• Assignment:
Determine how many lines of the listing below hold the string "color". Reply only with the number.

————

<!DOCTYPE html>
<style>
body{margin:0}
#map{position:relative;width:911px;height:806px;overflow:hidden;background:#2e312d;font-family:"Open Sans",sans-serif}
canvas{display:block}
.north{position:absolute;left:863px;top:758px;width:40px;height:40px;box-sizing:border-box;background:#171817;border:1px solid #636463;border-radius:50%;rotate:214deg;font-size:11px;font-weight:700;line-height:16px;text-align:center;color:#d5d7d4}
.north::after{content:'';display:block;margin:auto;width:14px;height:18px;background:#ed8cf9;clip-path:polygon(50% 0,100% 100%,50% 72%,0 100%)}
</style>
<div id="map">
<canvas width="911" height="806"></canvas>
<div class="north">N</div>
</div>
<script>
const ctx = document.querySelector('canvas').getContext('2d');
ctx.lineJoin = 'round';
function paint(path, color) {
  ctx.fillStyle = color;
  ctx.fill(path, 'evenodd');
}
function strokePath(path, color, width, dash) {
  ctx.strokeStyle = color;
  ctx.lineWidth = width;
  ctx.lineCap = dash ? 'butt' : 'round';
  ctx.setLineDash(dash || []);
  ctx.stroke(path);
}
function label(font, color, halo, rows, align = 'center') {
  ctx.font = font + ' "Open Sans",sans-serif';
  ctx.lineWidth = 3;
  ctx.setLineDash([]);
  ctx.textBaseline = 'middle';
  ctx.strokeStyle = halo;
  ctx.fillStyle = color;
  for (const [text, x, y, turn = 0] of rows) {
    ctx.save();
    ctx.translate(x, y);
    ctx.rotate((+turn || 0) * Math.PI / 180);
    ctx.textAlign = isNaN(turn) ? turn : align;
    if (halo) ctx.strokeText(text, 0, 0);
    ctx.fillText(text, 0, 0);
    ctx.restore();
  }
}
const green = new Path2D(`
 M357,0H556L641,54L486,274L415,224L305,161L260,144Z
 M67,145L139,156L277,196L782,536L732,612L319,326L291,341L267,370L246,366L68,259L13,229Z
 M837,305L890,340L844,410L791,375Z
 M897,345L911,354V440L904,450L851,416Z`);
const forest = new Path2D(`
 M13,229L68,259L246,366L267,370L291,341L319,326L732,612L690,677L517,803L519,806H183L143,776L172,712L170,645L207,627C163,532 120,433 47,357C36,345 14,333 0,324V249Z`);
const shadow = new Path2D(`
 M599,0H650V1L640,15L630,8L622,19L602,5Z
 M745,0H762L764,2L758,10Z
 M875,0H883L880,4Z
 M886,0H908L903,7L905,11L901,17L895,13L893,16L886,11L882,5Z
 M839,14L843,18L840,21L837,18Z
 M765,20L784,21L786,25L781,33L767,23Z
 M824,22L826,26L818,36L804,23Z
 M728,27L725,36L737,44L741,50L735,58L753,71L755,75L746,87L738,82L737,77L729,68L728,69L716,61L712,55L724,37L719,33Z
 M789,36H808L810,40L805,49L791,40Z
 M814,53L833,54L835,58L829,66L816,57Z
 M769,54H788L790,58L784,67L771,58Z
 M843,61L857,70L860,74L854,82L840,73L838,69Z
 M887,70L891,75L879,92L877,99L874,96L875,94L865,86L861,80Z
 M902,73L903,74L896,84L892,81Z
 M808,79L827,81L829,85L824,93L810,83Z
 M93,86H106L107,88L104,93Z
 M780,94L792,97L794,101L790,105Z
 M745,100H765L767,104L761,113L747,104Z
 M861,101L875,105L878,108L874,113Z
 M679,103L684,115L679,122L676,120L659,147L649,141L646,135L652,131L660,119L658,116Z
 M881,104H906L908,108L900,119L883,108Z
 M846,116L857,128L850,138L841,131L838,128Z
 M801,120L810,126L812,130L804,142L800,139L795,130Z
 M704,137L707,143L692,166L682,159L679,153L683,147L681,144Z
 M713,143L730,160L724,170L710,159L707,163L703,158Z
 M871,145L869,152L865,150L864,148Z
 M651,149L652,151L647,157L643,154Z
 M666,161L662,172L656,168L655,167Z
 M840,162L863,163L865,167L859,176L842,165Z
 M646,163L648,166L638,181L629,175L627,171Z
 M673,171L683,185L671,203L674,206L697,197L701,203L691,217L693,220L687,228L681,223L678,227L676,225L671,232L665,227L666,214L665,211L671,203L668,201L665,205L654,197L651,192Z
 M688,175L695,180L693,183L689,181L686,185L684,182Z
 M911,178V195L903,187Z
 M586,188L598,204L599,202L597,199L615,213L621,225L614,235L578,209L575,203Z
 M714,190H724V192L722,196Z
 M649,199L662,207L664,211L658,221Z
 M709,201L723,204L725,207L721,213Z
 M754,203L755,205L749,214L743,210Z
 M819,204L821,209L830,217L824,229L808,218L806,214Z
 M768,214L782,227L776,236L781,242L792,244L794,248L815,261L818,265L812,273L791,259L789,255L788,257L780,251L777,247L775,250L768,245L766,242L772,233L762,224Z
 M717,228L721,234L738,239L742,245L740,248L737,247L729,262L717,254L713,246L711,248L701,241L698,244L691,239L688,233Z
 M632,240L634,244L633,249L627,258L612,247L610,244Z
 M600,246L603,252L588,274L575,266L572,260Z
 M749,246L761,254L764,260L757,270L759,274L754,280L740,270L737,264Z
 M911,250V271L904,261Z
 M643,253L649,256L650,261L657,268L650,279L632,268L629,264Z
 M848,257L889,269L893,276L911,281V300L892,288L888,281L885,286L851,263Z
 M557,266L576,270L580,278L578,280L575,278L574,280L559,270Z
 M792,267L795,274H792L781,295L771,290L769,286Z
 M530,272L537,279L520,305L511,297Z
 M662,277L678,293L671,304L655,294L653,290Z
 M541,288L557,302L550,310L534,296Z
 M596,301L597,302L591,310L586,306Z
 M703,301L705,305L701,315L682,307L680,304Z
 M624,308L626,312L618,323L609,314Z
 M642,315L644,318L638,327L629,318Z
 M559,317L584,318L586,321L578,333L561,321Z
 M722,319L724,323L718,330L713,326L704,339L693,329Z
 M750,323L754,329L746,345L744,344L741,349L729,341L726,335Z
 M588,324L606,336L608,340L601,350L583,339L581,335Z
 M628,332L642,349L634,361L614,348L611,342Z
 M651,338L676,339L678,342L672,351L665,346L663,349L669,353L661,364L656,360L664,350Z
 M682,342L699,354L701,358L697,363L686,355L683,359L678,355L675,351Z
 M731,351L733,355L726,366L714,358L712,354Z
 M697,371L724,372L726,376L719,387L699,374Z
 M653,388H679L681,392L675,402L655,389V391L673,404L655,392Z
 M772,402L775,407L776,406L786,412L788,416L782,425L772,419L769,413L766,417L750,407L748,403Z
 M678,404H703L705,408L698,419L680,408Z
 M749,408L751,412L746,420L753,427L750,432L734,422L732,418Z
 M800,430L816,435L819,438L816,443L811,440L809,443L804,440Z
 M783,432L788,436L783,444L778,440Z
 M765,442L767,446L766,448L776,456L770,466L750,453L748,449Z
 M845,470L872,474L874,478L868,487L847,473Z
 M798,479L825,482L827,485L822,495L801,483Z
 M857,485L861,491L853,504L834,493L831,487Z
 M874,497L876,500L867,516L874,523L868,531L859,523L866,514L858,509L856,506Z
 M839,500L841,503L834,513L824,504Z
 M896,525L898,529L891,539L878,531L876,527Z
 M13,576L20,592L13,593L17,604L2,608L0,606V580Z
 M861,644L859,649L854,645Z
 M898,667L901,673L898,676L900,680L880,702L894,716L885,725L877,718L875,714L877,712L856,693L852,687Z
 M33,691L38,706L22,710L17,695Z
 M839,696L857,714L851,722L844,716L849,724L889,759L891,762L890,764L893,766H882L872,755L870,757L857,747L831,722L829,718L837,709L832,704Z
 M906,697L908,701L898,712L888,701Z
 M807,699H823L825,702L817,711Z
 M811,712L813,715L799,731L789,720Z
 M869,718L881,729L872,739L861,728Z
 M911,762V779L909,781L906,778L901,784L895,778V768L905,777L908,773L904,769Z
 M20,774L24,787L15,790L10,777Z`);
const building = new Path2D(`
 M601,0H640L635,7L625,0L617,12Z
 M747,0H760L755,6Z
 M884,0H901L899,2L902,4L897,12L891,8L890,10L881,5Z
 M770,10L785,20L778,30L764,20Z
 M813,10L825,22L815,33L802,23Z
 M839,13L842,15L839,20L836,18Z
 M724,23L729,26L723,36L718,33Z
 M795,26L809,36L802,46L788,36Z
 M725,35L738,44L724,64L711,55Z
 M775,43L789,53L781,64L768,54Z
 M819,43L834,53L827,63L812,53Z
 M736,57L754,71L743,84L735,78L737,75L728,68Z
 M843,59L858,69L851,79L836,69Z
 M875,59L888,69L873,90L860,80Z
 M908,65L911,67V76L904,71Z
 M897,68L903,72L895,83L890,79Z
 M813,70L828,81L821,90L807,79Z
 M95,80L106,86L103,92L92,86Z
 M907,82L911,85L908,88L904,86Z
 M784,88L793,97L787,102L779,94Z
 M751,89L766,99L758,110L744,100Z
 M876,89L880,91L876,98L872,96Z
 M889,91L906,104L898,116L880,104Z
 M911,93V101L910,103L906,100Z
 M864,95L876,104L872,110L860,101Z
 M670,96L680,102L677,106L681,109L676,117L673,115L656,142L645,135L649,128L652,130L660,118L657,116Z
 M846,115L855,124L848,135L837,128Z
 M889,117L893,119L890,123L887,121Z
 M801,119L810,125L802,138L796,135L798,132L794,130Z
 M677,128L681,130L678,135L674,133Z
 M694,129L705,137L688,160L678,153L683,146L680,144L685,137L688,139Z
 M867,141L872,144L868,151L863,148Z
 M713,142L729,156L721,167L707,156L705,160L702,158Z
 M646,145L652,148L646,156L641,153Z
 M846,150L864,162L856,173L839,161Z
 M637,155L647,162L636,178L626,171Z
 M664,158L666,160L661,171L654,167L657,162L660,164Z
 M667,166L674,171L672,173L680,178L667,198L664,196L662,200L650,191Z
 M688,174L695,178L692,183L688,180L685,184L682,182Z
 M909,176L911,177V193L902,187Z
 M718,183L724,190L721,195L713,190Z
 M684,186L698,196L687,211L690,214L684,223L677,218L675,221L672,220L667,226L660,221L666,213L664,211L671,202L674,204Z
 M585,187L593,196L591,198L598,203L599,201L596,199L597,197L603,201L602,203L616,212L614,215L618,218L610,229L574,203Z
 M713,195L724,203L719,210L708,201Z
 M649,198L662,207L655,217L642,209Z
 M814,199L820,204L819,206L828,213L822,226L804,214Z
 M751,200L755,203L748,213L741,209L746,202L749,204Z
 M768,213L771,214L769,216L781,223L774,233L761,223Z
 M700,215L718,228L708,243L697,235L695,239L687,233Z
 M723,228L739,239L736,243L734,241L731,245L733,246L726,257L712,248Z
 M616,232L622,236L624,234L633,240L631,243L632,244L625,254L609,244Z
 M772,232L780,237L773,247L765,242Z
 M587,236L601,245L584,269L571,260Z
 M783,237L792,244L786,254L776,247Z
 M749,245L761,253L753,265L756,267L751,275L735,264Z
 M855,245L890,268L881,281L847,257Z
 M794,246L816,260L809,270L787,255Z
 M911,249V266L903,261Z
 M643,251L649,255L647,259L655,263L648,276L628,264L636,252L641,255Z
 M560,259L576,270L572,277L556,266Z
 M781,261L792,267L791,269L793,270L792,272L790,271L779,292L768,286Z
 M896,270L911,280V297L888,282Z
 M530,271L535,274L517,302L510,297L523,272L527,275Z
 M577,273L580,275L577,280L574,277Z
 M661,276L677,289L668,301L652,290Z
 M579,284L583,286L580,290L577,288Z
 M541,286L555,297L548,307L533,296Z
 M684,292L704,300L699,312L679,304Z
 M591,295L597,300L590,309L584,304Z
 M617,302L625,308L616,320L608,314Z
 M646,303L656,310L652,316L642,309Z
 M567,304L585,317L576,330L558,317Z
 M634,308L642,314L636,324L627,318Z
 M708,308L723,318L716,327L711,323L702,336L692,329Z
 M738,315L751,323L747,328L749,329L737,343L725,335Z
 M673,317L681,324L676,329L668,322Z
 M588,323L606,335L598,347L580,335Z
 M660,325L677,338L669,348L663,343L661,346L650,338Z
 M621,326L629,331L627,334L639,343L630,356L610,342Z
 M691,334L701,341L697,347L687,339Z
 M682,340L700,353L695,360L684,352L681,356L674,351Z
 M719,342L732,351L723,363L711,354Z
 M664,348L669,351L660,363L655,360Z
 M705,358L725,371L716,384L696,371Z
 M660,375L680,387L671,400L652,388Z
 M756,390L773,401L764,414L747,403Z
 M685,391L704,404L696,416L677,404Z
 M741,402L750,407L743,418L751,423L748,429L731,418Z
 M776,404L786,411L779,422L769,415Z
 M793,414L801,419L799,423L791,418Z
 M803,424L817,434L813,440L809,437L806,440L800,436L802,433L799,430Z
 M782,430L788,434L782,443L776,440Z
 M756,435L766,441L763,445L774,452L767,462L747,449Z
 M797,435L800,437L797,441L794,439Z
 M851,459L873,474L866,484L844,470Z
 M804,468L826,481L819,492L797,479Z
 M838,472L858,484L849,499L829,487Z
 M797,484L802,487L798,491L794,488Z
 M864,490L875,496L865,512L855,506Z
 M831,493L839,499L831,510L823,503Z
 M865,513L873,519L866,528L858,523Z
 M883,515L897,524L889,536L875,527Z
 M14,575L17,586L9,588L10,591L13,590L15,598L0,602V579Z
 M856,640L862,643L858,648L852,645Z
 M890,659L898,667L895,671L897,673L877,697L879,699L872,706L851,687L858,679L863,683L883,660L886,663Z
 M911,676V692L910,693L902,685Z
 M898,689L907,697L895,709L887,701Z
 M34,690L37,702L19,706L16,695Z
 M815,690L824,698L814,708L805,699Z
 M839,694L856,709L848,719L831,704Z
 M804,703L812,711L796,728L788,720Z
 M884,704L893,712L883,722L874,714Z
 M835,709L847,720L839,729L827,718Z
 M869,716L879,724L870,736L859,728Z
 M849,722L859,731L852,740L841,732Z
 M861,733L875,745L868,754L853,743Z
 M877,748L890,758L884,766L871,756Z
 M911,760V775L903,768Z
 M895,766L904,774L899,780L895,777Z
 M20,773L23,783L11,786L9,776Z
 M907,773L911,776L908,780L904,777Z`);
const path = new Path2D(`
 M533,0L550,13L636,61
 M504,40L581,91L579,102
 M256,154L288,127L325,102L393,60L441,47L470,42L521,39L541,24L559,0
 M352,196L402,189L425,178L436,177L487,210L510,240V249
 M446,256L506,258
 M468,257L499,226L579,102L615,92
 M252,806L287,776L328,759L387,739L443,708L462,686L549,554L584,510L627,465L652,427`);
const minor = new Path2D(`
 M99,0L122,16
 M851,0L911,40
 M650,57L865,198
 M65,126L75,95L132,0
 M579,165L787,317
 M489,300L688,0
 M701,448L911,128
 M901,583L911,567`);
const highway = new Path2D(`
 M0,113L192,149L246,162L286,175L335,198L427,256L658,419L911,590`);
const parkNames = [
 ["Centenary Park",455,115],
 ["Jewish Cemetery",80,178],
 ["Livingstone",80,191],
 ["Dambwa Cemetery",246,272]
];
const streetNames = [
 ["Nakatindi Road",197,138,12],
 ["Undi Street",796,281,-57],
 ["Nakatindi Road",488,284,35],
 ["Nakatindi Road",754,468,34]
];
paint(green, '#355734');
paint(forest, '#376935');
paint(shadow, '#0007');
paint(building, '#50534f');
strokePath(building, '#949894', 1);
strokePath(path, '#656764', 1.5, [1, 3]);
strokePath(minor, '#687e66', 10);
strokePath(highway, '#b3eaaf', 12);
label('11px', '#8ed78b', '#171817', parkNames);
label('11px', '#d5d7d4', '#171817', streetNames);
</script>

————

• Answer to this problem:
7